Döviz kurları yükselince kişi başı milli gelirde ciddi azalma olduğunu ve gidişatın bir süre daha bu şekilde devam edeceğini kaydeden Ekonomist Prof. Dr. Emre Alkin, “Sadece büyümeyi hızlandırıp Türk Lirası ve Dolarda istikrar sağlarsak, kişi başı milli gelirimiz yükselir. Ama şu an için bu, pek ihtimal dahilinde görünmüyor. Gelişmekte olan ülkelerde en yüksek enflasyon yüzde 6, ama ülkemizde yüzde 17 civarında. Dünyada büyük bir sabun köpüğü patlaması olmazsa üretici fiyatlarında herhangi bir düşüş beklemiyorum. İşsizlik de derin bir yaramız. Artık pek çok sektörde makineleştiğimiz için çok istihdama ihtiyaç duymuyoruz.
Maalesef çok yüksek istihdama sebep olan kayıt dışı sektörlerde önemli ölçüde durgunluk yaşandığı için de işsizlik, yüksek seviyelerde. Küresel anlamda 2. Dünya Savaşı’ndan sonra borç konusunda en yüksek seviyeye ulaşılmış durumda. Türkiye’nin milli gelirde aldığı pay, Avrupa Birliği müzakereleri devam ettiğinde gayet iyi gidiyordu. Ne yazık ki 2013’ten sonra bu durum, git gide kötüleşmeye başladı. Dövizin seyri, her şeyi gösteriyor.
Kırılganlıklar, Merkez Bankası’nın rezervleri, cari açık sorunu ve dış borçlar gibi parametreler dikkate alındığında bu seyrin düşüş göstermesi mümkün görünmüyor. ‘Faizi düşürürsek enflasyon ve döviz kurları da düşer’ düşüncesi de doğru değil. Enflasyonla mücadele etmezsek faiz, kronik olarak yüksek kalır” dedi. 2023’e ilişkin beklentilerini de açıklayan Alkin; büyümede yüzde 5, işsizlikte 10.5-11, enflasyonda 6-7 seviyelerinde tahminde bulunduğunu ifade etti.

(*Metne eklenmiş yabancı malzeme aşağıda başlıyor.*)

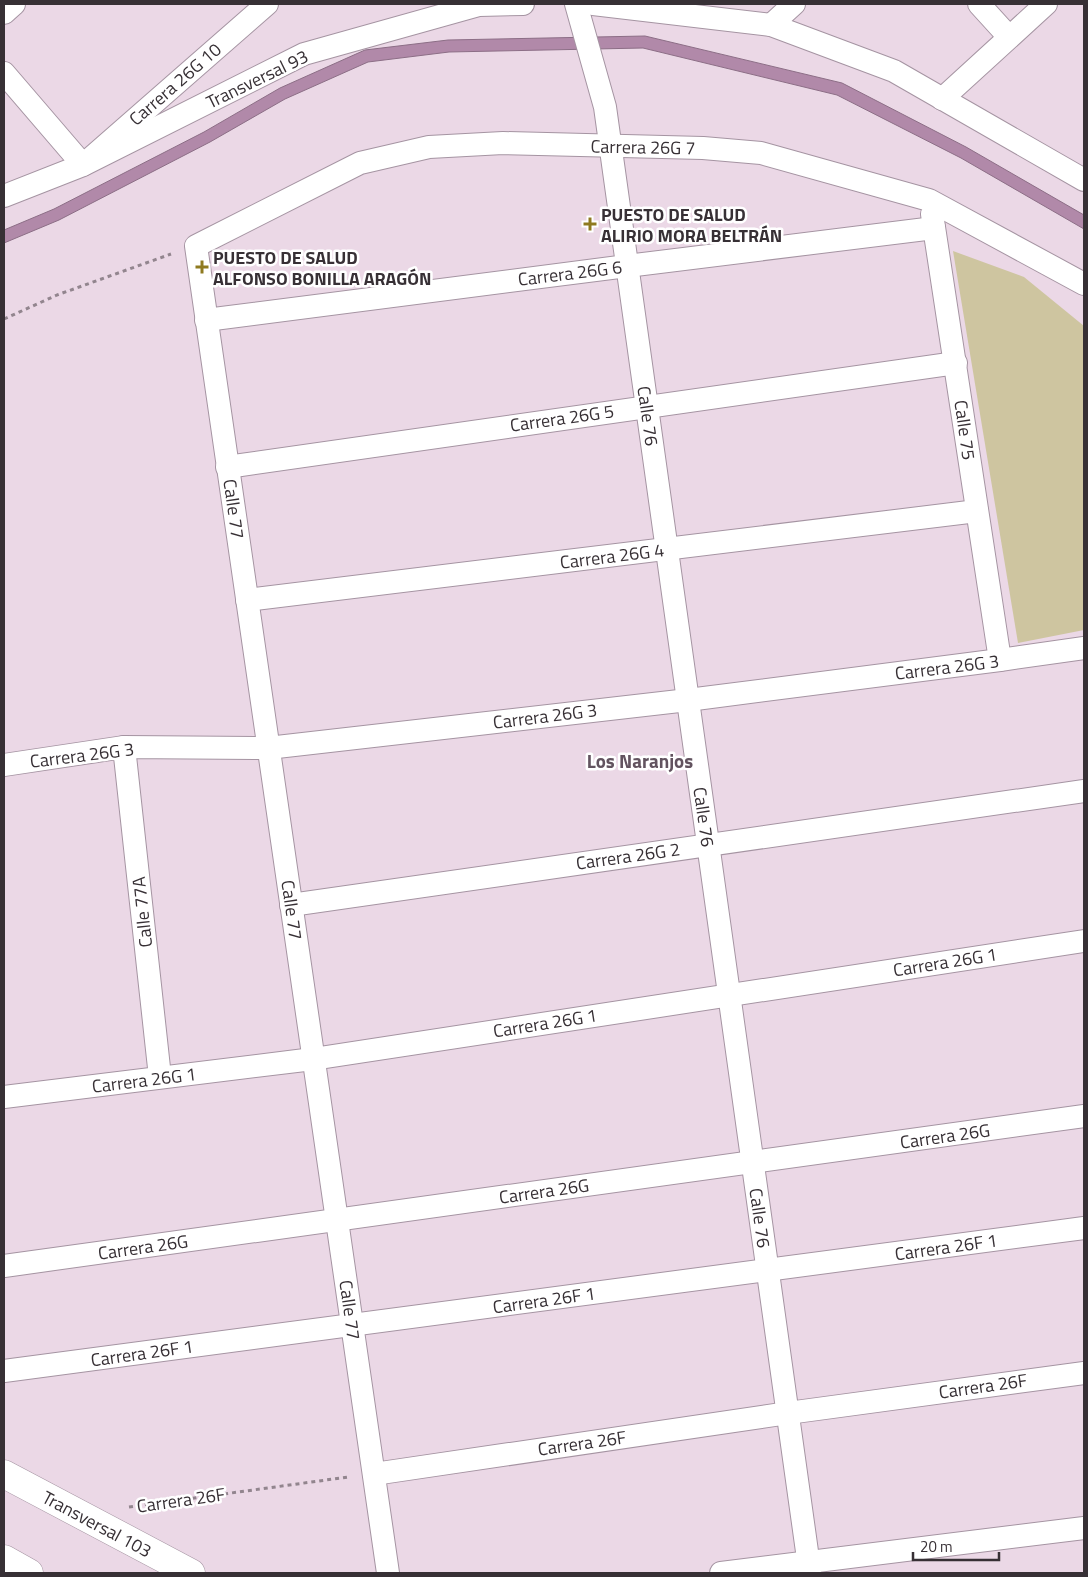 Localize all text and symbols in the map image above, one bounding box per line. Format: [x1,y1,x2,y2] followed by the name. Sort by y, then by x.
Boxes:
[123,36,227,132] street label: Carrera 26G 10
[201,43,313,115] street label: Transversal 93
[590,133,696,161] street label: Carrera 26G 7
[601,201,782,249] place label: PUESTO DE SALUD ALIRIO MORA BELTRÁN
[583,217,597,231] marker: PUESTO DE SALUD ALIRIO MORA BELTRÁN
[213,244,431,292] place label: PUESTO DE SALUD ALFONSO BONILLA ARAGÓN
[516,253,624,293] street label: Carrera 26G 6
[195,260,209,274] marker: PUESTO DE SALUD ALFONSO BONILLA ARAGÓN
[630,384,666,448] street label: Calle 76
[508,397,616,439] street label: Carrera 26G 5
[947,398,983,462] street label: Calle 75
[216,477,252,541] street label: Calle 77
[558,536,666,576] street label: Carrera 26G 4
[893,647,1001,687] street label: Carrera 26G 3
[491,696,599,736] street label: Carrera 26G 3
[28,735,136,775] street label: Carrera 26G 3
[587,746,693,775] district label: Los Naranjos
[686,785,722,849] street label: Calle 76
[574,835,682,877] street label: Carrera 26G 2
[125,875,159,949] street label: Calle 77A
[274,878,310,942] street label: Calle 77
[891,940,999,984] street label: Carrera 26G 1
[491,1001,599,1045] street label: Carrera 26G 1
[90,1060,198,1100] street label: Carrera 26G 1
[898,1116,992,1156] street label: Carrera 26G
[497,1171,591,1211] street label: Carrera 26G
[742,1186,778,1250] street label: Calle 76
[893,1226,999,1268] street label: Carrera 26F 1
[96,1227,190,1267] street label: Carrera 26G
[332,1278,368,1342] street label: Calle 77
[491,1279,597,1321] street label: Carrera 26F 1
[89,1332,195,1374] street label: Carrera 26F 1
[937,1366,1029,1406] street label: Carrera 26F
[536,1423,628,1463] street label: Carrera 26F
[135,1480,227,1520] street label: Carrera 26F
[37,1484,157,1564] street label: Transversal 103
[913,1530,999,1562] scale bar
[920,1535,953,1558] text: 20 m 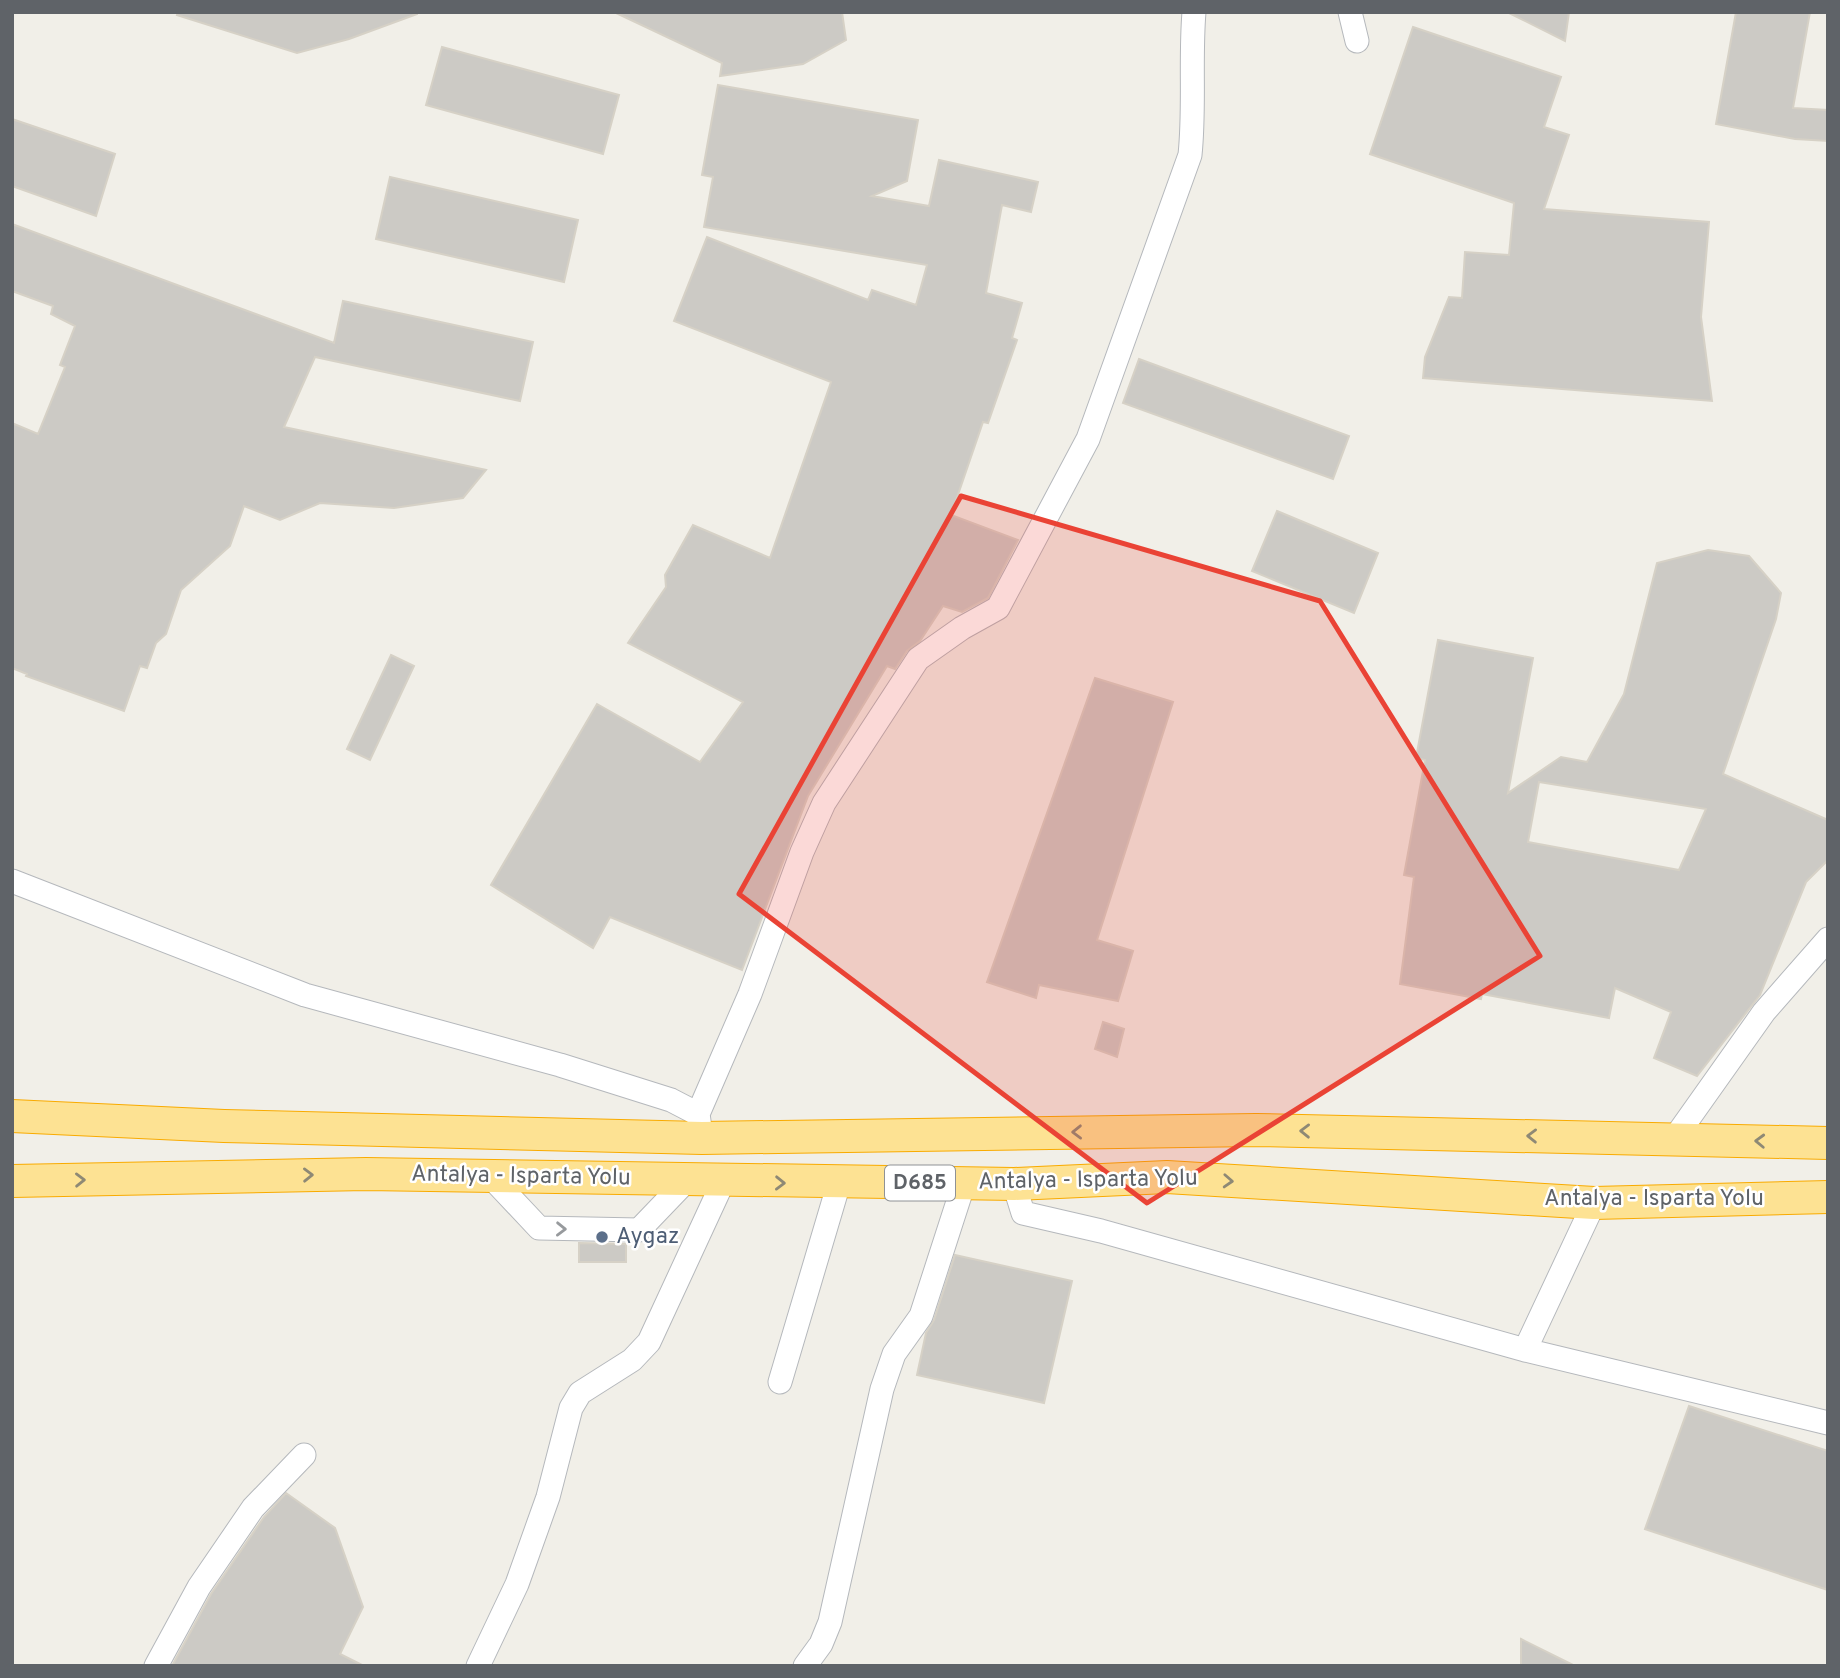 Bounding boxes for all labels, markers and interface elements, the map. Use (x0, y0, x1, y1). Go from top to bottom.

Prof. Dr. Alkin, kripto para yatırımlarıyla ilgili de şu sözlerle tavsiyelerde bulundu: “Kredi kartının limitini sizin itibarınız belirler, cebinizdeki para değil. Birkaç akıllı insan, merkeziyetçi yapıya sahip olmayan otonom ve anonim sistemlerle yapılan işlemler sonucu soğuk cüzdanlara tanımlanmış bir alışveriş yoluna girdi. Bence arkadaşınıza borç verir gibi kripto paralara girilmeli. Unutamayacağınız kadar büyük bir miktarla bu işlere kalkışmamalısınız. Kripto para cüzdanlarınızı tanınmış, daha önceden birkaç yıl test edilmiş yerlerde saklamalısınız. ‘Piyasa aktörü olacağım’ diyorsanız da bu işin ilmini yapın, tamamen bu konuya odaklanın. Unutacağınız kadar parayı buraya koyarsanız daha kârlı çıkarsınız.”

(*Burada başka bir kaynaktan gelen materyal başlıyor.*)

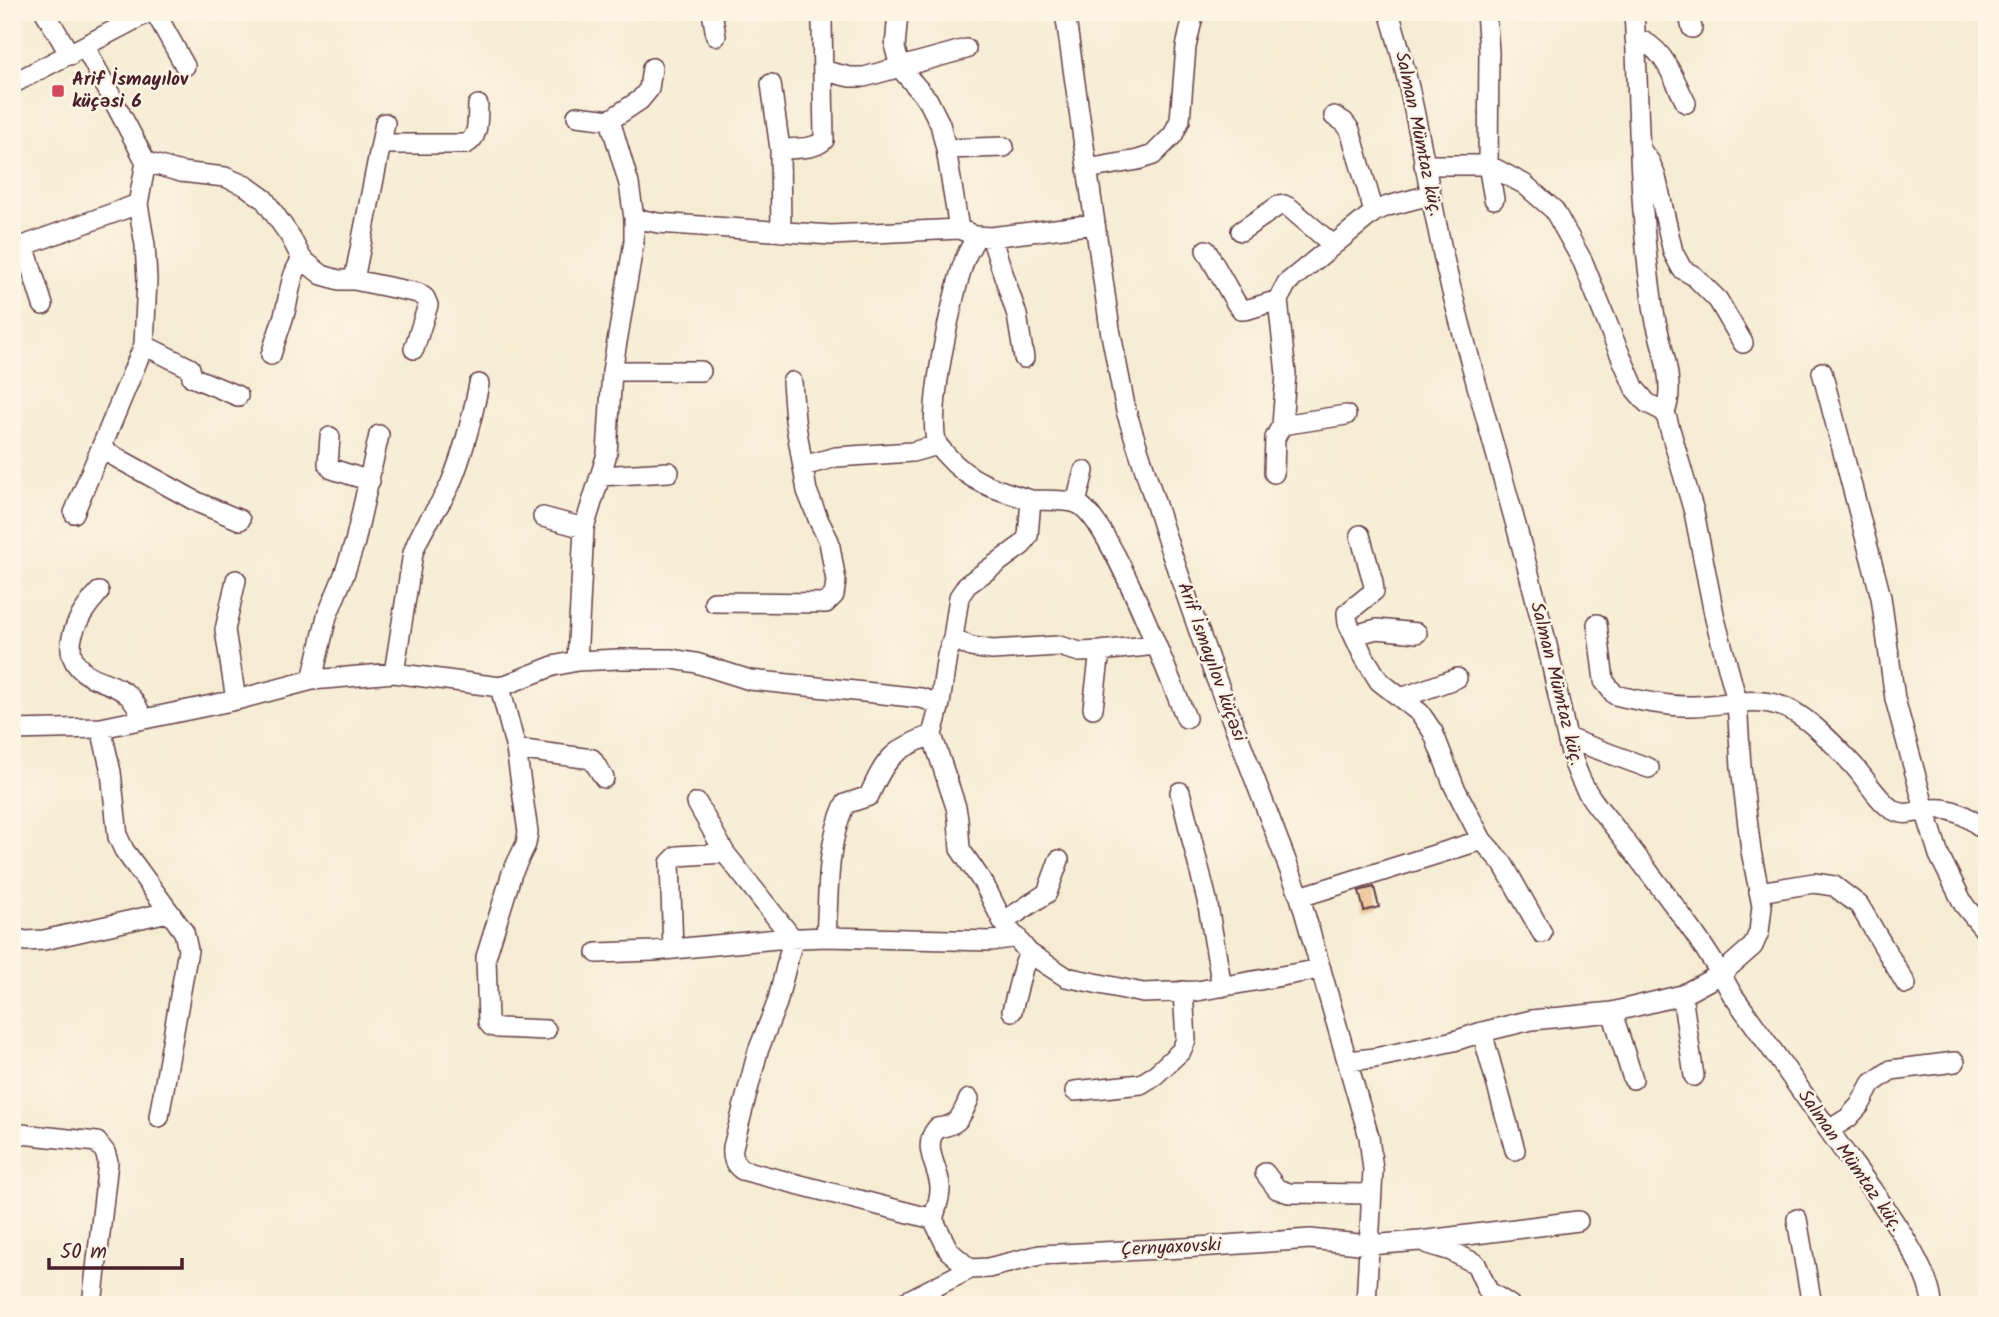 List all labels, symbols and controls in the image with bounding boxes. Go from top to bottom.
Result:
street label: Salman Mümtaz küç. [1386,49,1450,219]
place label: Arif İsmayılov küçəsi 6 [72,65,189,117]
marker: Arif İsmayılov küçəsi 6 [50,83,66,99]
street label: Arif İsmayılov küçəsi [1168,578,1254,747]
street label: Salman Mümtaz küç. [1521,599,1591,769]
street label: Salman Mümtaz küç. [1790,1084,1910,1238]
scale bar [49,1226,182,1270]
street label: Çernyaxovski [1120,1230,1223,1266]
text: 50 m [60,1236,107,1269]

Şirketler için önemli tavsiyelerde bulunan Emre Alkin yapay zekayı etkin kullanmanın önemine dikkat çekti. Alkin, “Artık şirketler yavaş yavaş değil bir anda batıyor, ciddi bir saha temizliği var. Ölçeğe ulaşmak artık yetmiyor piyasayı iyi okuyup önünden gidiyor olmanız gerekiyor.
Yapay zekaya tüm gücüyle kullanmanız gerekiyor, sanayi 4.0’ı kullanıyor olmanız şart. Benim tavsiyem kritik noktalara dikkat etmeniz. Şirketler alt yapı, dijital alt yapı, satış, tahsilat gibi noktalara dikkat etmeli. yapay zeka ve insan zekasını birleştirmek şart. E-ihracatı, bulut sistemlerini, dijital alt yapıyı kullanmadan yola devam etmek isteyenler başarılı olamayacaktır. Çok da uzak olmayan gelecekte yüksek teknolojiyle üretim ve ihracat yapılacak. Şirketlerimiz bunu anlamalı ve yüksek teknolojiye geçmeli” diyerek sunumunu sonlandırdı.